**Task**
Count how many lines in the following data hold the word "rotate". Your answer is the number and nothing else.

═════ Raw data ═════

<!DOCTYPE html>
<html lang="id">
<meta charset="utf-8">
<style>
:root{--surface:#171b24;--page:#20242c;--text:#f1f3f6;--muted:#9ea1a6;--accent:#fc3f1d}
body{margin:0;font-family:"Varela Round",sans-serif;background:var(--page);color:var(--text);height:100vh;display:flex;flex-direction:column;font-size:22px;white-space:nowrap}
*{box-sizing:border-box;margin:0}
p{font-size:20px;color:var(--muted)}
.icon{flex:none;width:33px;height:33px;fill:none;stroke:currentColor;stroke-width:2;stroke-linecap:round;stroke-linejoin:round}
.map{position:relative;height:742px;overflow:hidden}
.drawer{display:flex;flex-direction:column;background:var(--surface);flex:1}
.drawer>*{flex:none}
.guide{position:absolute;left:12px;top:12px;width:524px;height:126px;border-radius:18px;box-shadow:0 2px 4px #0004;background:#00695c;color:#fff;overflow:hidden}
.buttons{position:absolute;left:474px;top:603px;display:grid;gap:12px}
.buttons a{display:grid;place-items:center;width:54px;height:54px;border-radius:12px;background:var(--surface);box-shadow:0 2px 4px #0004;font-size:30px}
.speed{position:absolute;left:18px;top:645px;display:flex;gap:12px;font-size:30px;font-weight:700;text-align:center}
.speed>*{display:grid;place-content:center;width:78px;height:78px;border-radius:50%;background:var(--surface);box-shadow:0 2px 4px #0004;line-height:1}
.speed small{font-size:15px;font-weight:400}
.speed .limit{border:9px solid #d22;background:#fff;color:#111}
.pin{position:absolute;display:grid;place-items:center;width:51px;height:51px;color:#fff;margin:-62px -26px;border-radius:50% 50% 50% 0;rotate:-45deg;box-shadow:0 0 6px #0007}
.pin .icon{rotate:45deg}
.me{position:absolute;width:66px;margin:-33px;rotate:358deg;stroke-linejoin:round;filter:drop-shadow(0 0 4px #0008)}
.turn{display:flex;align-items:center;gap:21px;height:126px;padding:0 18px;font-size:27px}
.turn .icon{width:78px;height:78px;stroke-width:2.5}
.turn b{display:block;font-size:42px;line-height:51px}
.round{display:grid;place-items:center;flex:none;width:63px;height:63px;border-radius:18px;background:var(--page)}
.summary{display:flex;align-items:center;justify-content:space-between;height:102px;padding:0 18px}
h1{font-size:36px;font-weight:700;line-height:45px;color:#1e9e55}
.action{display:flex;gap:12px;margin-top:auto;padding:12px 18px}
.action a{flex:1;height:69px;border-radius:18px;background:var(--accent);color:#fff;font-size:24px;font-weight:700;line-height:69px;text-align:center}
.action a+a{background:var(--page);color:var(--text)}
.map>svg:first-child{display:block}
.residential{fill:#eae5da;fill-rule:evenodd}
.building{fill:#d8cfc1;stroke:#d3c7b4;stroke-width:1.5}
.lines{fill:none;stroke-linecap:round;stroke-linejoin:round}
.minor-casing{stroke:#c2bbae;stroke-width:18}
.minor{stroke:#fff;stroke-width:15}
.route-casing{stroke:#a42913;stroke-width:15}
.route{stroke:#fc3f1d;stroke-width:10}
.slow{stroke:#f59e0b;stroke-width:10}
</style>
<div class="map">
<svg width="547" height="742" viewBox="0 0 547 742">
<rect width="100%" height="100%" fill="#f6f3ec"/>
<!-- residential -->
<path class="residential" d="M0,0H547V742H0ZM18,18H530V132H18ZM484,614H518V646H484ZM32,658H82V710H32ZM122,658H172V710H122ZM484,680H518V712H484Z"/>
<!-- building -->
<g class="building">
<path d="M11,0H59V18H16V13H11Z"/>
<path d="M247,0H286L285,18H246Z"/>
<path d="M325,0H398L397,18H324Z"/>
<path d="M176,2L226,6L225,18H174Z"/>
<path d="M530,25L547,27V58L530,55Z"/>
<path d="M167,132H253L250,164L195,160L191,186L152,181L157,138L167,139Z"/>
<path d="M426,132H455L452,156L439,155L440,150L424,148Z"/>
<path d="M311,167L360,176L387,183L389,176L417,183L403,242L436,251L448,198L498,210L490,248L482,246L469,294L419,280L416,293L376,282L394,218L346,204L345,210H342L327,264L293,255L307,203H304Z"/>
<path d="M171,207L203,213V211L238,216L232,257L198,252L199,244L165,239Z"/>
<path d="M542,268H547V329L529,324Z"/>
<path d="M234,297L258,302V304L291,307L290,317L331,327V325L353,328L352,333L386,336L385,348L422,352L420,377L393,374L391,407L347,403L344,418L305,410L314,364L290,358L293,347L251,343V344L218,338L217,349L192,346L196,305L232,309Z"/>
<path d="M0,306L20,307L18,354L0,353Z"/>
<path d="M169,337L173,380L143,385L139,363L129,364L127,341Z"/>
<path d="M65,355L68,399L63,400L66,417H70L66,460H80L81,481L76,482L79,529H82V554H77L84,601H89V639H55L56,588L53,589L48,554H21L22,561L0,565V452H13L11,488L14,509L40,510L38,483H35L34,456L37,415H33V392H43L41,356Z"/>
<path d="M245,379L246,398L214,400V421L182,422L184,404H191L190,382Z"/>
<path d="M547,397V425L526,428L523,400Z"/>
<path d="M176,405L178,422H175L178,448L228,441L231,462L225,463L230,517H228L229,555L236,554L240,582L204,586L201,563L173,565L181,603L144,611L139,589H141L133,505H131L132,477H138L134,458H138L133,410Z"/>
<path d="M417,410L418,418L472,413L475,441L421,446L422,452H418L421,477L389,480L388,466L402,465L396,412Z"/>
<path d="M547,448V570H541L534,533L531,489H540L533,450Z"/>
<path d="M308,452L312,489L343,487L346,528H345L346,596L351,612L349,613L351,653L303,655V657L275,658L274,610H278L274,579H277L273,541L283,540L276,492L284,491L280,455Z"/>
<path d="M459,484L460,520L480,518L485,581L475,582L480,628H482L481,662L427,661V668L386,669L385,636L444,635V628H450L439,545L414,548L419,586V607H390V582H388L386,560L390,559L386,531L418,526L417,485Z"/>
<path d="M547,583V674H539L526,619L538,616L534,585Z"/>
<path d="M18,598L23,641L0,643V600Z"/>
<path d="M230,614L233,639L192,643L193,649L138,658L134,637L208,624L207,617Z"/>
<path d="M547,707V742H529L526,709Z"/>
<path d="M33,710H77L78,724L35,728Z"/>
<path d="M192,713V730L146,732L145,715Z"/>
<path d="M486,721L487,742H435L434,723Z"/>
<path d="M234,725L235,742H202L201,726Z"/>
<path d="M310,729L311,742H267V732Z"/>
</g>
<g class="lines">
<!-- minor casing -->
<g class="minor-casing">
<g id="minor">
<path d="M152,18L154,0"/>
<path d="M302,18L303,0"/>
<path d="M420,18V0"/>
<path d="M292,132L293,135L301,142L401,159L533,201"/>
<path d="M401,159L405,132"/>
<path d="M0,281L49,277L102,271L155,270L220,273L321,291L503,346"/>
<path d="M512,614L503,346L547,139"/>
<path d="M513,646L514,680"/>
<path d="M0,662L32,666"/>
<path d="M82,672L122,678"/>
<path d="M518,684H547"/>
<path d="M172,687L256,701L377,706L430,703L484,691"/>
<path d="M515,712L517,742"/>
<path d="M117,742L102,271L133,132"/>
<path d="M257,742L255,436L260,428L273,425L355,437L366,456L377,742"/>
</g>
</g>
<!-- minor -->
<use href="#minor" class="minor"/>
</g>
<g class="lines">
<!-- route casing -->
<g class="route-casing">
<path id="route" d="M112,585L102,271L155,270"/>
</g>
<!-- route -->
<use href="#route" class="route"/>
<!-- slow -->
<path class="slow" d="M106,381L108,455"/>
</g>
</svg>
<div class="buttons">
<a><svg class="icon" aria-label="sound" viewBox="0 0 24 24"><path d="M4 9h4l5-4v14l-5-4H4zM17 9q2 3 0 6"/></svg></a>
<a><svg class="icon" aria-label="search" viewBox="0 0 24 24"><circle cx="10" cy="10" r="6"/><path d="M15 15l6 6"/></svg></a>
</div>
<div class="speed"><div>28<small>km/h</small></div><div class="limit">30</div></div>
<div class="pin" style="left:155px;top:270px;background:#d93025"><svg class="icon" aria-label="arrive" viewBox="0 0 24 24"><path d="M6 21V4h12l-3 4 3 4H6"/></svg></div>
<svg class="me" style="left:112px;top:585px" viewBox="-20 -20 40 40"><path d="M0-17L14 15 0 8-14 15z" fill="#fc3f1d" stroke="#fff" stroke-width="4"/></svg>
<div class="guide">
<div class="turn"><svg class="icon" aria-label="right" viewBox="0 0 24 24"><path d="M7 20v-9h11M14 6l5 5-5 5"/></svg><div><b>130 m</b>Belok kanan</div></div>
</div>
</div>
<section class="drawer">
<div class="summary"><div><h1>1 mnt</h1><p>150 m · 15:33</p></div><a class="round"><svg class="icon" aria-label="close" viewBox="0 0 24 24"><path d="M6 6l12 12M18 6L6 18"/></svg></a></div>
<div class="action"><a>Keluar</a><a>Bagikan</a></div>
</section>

═════

**Result**
3